In my travels I came across the Living Well with Pain Consumer Symposium. This was the detail I received in the invitation:

Painaustralia invites you to attend Living Well With Pain – a consumer symposium to be held at the Brisbane Convention & Exhibition Centre. Leading Australian experts on pain management will discuss new knowledge about pain, its links with depression and effective ways of communicating and managing pain with and without medication.

This will be of interest to all people living with pain, their families, carers and many others, including policy makers, healthcare professionals and students. Participants will be invited to contribute to a consumer forum, to discuss ideas for improving pain services, locally and potentially, Australia-wide.

I am used to going to conferences where I present my latest research findings to an audience which generally includes other researchers, practitioners, and policy-makers. Attending the Symposium as a person who experiences pain was a totally different experience for a number of reasons. Firstly, as researchers we often forget that each participant (or in this case, patient) is a real person with a complicated life and complicated experiences despite our best efforts to whittle them down to a finite set of characteristics and behaviours. Second, do we give our participants a voice, or do we just think that we give our participants a voice?
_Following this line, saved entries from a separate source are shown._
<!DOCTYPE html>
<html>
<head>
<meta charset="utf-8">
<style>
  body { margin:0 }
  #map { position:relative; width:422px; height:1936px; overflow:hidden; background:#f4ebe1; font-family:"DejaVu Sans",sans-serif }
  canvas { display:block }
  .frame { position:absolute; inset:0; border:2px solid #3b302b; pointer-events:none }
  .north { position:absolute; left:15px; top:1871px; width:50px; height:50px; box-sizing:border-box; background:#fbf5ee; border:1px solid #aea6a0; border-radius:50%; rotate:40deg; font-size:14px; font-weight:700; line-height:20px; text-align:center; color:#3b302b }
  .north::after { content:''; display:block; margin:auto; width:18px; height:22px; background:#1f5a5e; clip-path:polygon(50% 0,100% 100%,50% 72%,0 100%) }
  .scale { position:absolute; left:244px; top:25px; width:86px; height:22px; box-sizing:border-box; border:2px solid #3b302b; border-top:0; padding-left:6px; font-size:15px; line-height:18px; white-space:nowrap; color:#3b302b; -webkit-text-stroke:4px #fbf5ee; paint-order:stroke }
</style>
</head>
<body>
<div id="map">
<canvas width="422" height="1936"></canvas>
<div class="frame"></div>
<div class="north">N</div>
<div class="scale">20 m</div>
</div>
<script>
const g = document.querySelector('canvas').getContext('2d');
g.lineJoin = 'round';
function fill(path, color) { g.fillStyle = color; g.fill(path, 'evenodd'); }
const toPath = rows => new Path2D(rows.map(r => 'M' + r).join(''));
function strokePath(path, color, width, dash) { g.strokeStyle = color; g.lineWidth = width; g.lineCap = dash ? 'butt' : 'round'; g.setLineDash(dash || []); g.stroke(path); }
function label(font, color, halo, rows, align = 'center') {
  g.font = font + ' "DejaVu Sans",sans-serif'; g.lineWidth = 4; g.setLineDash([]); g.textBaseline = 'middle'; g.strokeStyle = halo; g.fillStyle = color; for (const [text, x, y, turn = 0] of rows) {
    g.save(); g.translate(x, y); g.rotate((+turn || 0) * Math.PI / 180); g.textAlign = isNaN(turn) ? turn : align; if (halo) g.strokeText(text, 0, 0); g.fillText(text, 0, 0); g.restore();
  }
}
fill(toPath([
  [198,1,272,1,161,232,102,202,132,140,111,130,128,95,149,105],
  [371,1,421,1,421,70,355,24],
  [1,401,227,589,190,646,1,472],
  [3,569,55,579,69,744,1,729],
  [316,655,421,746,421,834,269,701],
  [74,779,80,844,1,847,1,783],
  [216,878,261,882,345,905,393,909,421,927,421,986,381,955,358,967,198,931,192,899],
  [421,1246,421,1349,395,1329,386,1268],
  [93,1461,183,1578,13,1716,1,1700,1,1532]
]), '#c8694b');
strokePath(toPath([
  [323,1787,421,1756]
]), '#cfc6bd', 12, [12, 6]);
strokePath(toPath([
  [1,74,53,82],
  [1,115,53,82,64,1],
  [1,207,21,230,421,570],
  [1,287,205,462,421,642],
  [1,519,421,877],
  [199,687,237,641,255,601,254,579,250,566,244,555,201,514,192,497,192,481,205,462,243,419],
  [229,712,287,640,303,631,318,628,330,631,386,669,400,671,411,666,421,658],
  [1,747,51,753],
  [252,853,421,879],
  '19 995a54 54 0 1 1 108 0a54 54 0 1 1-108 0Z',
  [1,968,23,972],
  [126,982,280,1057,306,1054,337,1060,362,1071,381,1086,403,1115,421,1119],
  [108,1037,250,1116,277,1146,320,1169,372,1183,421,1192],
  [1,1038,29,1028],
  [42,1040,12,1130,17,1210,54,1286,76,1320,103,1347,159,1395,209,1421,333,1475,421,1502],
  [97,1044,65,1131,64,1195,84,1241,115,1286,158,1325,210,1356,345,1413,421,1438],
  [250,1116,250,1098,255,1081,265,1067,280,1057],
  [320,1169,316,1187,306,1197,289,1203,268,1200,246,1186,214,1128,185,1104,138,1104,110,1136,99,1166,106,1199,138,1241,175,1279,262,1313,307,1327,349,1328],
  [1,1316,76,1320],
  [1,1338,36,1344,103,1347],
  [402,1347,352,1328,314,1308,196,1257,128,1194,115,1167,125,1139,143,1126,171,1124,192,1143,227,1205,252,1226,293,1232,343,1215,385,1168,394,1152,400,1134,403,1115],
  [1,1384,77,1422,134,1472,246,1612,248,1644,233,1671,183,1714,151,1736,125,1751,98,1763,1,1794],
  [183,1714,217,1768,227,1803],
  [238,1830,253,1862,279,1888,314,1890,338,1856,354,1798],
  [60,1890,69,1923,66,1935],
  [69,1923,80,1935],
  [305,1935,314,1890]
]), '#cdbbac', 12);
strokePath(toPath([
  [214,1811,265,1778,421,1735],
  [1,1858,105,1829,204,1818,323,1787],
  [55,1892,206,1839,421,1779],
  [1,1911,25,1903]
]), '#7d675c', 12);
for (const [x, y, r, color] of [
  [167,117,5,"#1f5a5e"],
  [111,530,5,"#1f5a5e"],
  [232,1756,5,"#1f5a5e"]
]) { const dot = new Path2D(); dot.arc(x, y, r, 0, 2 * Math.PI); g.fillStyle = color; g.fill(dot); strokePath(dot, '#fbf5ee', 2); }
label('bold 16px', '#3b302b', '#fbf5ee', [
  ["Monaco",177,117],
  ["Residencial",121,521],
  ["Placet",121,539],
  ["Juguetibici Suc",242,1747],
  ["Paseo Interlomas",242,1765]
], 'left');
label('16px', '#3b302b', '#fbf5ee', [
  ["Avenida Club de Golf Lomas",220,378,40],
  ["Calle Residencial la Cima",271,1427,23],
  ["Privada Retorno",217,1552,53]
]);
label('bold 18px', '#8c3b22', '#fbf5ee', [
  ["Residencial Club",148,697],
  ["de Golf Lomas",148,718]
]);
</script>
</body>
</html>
Third, do we share our findings with our participants? How can we use what we learn to improve the experiences of our participants sooner rather than later (if at all)?

The Symposium was part of the 2015 Australian Pain Society 35th Annual Scientific Meeting Managing Pain: From Mechanism to Policy” which was held in the same venue. Researchers presenting at the scientific meeting also presented at the Symposium – what a fantastic way to get participants/patients and researchers on the same page!